Work to complete:
Each line from the material with the word "html" in it must be copied.

Supplied information:
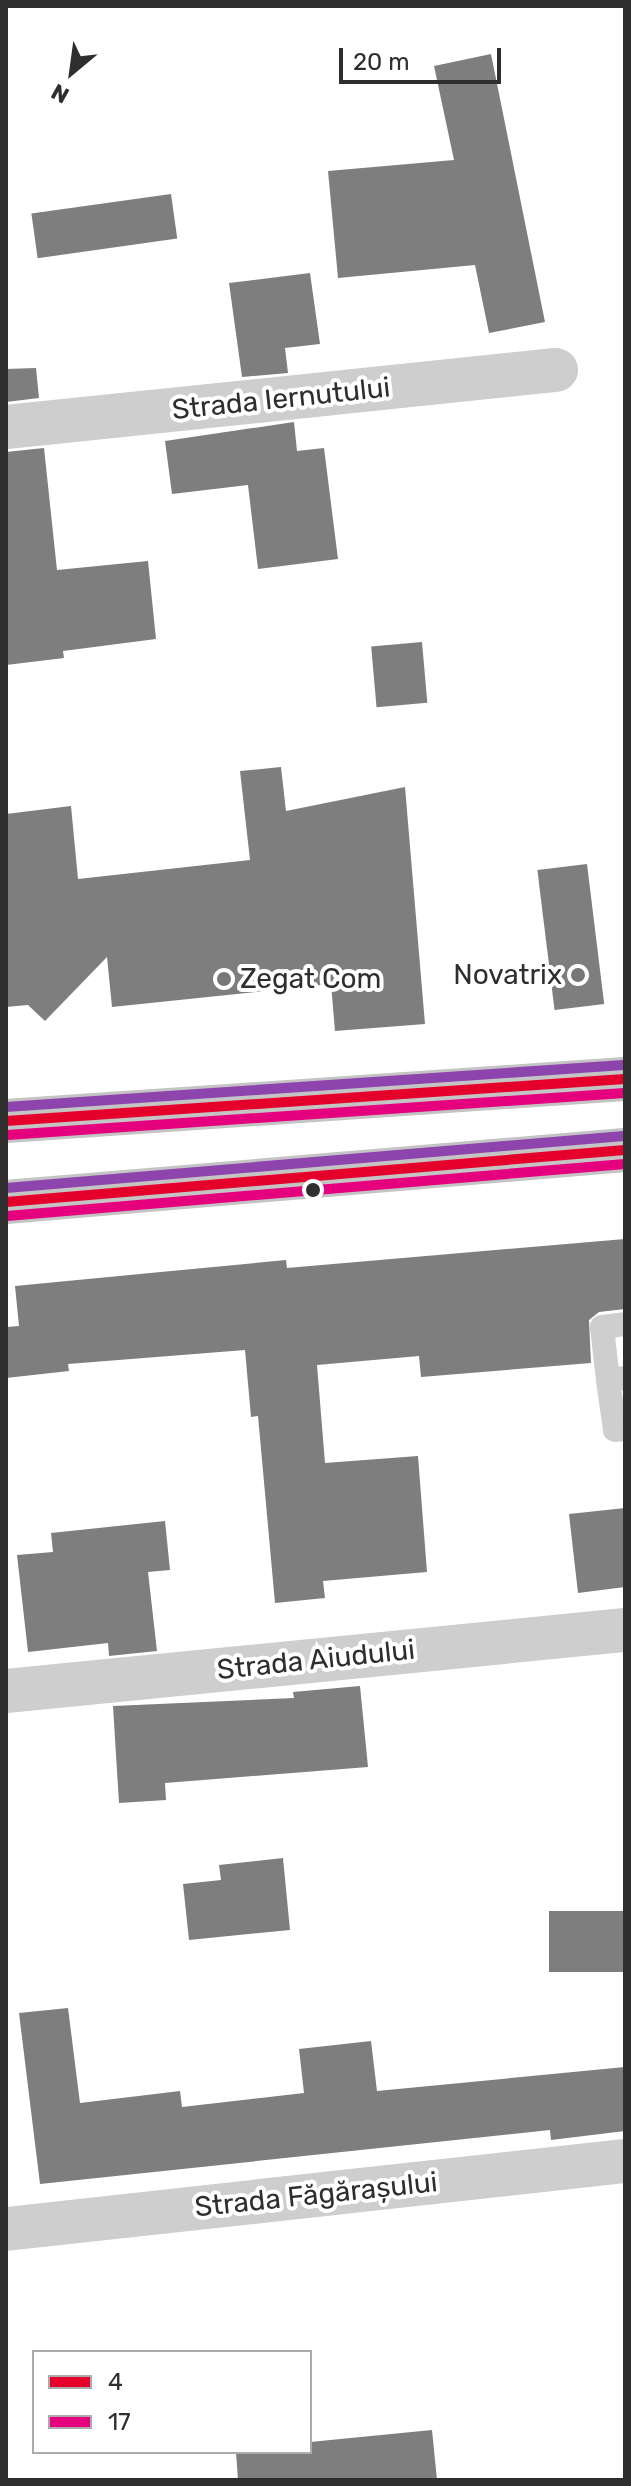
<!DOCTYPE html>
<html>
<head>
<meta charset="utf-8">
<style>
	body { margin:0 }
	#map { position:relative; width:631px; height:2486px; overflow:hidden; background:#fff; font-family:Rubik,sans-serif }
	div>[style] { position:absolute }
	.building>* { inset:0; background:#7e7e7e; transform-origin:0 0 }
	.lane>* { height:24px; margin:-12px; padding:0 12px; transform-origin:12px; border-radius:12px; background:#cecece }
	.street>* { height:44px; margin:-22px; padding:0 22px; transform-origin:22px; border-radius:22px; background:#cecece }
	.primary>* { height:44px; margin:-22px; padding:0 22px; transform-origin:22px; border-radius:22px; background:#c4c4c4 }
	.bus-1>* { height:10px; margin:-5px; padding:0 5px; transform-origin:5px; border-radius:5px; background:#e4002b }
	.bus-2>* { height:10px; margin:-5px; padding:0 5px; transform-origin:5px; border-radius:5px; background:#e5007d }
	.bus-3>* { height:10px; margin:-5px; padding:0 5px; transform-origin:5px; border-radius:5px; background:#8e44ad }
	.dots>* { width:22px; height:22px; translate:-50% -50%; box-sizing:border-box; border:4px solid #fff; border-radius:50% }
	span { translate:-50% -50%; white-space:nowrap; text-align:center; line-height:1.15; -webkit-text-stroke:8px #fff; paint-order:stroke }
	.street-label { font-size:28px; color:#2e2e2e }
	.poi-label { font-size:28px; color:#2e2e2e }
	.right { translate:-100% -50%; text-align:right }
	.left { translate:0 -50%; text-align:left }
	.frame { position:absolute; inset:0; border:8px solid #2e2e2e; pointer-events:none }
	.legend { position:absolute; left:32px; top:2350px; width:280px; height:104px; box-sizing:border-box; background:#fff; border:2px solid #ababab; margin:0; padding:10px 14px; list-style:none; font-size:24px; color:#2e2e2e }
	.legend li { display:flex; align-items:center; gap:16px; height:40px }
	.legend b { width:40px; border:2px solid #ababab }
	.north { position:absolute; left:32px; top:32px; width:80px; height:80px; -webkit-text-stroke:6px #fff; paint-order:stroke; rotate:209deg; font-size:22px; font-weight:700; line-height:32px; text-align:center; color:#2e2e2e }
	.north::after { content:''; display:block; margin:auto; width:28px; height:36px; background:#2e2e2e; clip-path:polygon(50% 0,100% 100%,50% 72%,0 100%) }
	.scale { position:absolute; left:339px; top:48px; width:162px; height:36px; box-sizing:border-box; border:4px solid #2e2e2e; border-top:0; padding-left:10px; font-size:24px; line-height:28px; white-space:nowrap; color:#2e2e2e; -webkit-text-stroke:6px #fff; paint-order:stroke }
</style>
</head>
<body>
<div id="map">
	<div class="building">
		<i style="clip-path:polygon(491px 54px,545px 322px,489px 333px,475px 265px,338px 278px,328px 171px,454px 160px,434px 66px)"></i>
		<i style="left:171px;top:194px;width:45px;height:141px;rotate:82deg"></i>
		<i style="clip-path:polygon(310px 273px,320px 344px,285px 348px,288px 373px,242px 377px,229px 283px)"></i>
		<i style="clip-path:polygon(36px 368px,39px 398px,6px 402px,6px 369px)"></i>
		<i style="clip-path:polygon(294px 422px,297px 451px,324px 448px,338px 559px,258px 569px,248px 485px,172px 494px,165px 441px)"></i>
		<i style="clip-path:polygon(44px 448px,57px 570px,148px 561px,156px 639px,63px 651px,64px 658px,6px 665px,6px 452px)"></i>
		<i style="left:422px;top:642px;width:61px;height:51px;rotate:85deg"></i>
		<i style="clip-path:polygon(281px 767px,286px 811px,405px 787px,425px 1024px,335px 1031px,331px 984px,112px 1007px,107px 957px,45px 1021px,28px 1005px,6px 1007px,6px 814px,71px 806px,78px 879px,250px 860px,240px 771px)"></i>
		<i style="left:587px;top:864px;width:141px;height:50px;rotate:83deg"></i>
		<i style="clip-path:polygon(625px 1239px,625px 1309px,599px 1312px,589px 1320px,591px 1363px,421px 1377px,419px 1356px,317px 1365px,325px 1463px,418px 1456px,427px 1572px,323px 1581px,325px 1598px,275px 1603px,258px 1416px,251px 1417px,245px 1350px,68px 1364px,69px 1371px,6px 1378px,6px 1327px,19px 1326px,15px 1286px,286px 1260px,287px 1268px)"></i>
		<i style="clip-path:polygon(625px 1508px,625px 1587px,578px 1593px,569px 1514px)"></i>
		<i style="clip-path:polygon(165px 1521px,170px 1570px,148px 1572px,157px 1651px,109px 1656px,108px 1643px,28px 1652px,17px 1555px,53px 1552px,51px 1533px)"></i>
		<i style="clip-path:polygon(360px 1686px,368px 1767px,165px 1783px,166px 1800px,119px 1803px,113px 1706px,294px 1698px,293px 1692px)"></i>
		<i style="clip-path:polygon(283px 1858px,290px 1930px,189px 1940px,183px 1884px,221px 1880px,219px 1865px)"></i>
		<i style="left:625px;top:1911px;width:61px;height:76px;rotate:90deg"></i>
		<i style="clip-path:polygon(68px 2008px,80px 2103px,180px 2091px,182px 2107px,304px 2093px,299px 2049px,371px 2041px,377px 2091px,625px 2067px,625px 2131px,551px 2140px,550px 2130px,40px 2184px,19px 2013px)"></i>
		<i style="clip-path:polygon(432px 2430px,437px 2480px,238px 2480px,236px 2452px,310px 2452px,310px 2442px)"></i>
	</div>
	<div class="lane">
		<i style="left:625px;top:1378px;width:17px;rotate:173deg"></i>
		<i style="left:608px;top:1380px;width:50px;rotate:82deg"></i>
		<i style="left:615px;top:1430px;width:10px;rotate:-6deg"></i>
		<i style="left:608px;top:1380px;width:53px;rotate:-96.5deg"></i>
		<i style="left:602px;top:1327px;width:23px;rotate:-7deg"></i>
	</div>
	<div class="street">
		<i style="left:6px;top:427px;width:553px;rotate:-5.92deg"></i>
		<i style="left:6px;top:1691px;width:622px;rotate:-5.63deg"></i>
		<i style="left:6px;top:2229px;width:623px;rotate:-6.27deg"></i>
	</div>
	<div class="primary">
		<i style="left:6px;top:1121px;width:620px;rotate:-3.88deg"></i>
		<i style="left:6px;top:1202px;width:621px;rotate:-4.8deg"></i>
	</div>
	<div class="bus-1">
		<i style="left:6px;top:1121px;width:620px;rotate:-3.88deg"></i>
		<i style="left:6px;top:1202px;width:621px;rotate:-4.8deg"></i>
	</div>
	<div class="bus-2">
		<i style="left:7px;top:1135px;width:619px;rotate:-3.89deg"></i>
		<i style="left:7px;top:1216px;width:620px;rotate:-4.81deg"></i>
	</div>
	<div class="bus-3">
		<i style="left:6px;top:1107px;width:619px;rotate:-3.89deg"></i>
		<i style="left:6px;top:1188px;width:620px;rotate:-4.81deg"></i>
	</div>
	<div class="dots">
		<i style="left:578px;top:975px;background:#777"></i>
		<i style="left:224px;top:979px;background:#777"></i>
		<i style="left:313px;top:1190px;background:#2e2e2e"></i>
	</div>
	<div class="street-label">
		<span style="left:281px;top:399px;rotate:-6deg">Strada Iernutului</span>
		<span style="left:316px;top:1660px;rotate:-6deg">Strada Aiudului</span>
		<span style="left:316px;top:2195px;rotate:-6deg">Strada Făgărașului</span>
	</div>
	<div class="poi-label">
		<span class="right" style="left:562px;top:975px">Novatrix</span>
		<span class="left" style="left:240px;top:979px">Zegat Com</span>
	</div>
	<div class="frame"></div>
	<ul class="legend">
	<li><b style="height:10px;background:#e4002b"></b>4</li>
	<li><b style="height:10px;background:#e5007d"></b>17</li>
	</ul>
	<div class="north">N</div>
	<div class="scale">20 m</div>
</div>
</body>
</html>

* * *

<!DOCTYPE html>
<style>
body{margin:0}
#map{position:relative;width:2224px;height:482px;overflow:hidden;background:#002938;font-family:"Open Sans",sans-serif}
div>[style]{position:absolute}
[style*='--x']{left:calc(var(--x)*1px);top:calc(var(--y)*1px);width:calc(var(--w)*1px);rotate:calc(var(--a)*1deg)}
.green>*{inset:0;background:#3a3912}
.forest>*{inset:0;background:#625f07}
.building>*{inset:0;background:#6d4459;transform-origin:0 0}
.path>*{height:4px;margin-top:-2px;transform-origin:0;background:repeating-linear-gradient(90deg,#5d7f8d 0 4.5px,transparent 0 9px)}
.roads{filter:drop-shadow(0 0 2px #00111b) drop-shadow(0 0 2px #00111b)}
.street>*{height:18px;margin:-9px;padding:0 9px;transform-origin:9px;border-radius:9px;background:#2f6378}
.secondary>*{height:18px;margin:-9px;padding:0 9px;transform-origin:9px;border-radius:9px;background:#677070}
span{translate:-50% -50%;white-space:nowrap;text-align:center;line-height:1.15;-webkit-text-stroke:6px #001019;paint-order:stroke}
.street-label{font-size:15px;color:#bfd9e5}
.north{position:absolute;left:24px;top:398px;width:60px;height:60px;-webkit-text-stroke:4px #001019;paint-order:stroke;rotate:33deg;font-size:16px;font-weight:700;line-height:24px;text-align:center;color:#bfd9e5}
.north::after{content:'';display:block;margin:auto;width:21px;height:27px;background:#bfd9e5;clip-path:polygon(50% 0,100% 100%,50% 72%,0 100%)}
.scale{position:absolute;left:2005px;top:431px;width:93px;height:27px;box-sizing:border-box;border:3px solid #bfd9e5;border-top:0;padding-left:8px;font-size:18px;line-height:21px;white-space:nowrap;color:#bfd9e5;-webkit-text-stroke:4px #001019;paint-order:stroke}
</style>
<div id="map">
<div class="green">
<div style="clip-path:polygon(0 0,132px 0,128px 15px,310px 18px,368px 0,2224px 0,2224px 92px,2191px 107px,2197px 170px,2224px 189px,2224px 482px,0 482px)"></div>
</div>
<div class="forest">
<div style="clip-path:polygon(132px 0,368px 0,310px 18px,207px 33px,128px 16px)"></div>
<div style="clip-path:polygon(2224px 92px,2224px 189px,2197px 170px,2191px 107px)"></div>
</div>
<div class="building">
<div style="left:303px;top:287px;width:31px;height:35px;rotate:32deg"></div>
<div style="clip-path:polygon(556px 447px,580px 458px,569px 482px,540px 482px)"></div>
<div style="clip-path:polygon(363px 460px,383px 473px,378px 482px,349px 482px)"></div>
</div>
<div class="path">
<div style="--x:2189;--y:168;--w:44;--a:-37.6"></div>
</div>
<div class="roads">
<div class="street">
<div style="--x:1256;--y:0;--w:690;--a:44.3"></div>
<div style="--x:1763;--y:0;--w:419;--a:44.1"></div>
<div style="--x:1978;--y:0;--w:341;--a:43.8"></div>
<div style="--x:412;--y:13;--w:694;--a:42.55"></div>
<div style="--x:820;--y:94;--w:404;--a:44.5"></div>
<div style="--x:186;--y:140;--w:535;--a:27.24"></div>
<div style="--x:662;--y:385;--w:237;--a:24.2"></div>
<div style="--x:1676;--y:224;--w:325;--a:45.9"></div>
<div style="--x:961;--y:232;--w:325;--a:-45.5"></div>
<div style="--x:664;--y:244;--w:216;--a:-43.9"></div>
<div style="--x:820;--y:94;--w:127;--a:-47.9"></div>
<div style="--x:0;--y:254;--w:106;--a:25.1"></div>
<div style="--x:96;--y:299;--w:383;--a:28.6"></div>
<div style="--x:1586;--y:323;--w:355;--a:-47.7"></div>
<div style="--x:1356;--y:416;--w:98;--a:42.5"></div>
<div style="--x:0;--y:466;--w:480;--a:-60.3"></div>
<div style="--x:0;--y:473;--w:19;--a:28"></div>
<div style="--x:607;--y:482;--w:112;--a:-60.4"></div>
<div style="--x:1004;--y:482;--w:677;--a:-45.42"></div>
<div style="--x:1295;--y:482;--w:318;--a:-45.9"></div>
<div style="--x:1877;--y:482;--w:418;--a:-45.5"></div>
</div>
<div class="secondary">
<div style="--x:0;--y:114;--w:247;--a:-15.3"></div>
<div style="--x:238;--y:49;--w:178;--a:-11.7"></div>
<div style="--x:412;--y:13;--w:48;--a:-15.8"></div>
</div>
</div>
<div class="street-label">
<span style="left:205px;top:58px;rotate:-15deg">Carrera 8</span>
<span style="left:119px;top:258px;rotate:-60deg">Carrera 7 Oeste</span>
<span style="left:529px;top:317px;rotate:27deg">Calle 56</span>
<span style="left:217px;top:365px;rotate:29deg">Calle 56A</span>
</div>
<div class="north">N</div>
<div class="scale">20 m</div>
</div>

Result of this task:
<!DOCTYPE html>
<html>
</html>
<!DOCTYPE html>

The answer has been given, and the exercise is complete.